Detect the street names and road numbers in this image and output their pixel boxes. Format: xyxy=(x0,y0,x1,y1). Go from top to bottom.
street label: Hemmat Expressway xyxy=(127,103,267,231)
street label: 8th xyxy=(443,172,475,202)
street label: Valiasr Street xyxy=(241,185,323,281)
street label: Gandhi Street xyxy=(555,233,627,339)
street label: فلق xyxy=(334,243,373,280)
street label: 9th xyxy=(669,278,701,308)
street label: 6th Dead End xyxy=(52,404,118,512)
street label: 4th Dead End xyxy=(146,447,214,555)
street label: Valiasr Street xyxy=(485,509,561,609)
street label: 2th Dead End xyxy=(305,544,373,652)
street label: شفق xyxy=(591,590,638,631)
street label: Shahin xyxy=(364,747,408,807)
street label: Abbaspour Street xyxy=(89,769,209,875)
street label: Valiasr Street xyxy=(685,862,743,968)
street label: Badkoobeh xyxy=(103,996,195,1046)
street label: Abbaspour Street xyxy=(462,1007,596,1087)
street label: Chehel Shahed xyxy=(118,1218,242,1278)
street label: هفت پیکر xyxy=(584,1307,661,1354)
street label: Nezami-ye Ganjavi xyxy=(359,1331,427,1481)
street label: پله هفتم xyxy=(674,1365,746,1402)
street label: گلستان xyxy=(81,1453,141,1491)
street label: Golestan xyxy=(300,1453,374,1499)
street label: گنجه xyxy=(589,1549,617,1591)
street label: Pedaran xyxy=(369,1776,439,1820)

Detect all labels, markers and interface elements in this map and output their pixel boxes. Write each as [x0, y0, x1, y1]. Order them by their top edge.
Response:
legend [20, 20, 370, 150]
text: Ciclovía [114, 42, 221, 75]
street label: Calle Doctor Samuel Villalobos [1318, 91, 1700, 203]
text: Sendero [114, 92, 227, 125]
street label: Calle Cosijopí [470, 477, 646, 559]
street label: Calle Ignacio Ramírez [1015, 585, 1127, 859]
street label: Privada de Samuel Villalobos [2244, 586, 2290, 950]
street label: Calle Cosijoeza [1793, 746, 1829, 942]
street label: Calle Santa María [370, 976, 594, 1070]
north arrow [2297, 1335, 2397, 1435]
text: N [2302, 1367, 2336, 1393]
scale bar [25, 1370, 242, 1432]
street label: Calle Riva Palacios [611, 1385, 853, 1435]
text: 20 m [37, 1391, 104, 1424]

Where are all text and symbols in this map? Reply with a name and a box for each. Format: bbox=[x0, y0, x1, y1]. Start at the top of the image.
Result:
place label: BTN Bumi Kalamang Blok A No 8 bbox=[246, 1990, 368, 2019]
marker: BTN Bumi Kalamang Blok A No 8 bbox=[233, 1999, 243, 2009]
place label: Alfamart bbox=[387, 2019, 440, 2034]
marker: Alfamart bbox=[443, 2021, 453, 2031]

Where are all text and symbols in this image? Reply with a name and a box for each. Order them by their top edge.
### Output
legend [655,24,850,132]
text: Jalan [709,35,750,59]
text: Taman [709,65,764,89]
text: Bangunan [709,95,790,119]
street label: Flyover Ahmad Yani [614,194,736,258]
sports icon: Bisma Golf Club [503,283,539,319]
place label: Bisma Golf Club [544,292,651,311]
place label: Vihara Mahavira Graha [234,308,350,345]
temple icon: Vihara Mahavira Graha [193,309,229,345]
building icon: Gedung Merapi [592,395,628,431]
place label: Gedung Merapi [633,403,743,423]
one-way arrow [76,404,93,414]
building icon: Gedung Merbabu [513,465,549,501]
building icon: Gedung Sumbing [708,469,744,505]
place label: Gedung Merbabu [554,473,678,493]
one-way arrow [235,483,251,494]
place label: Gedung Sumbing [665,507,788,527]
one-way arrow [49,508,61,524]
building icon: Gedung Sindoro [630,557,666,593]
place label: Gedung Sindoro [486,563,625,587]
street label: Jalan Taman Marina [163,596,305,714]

▬▬▬

Track down every line in the entries that includes the string "Reply", and copy it.

Where are all text and symbols in this map? Reply with a name and a box for each. Format: bbox=[x0, y0, x1, y1]. Start at the top of the image.
Where are all text and symbols in this image? Reply with a name and a box for each. Order them by their top edge.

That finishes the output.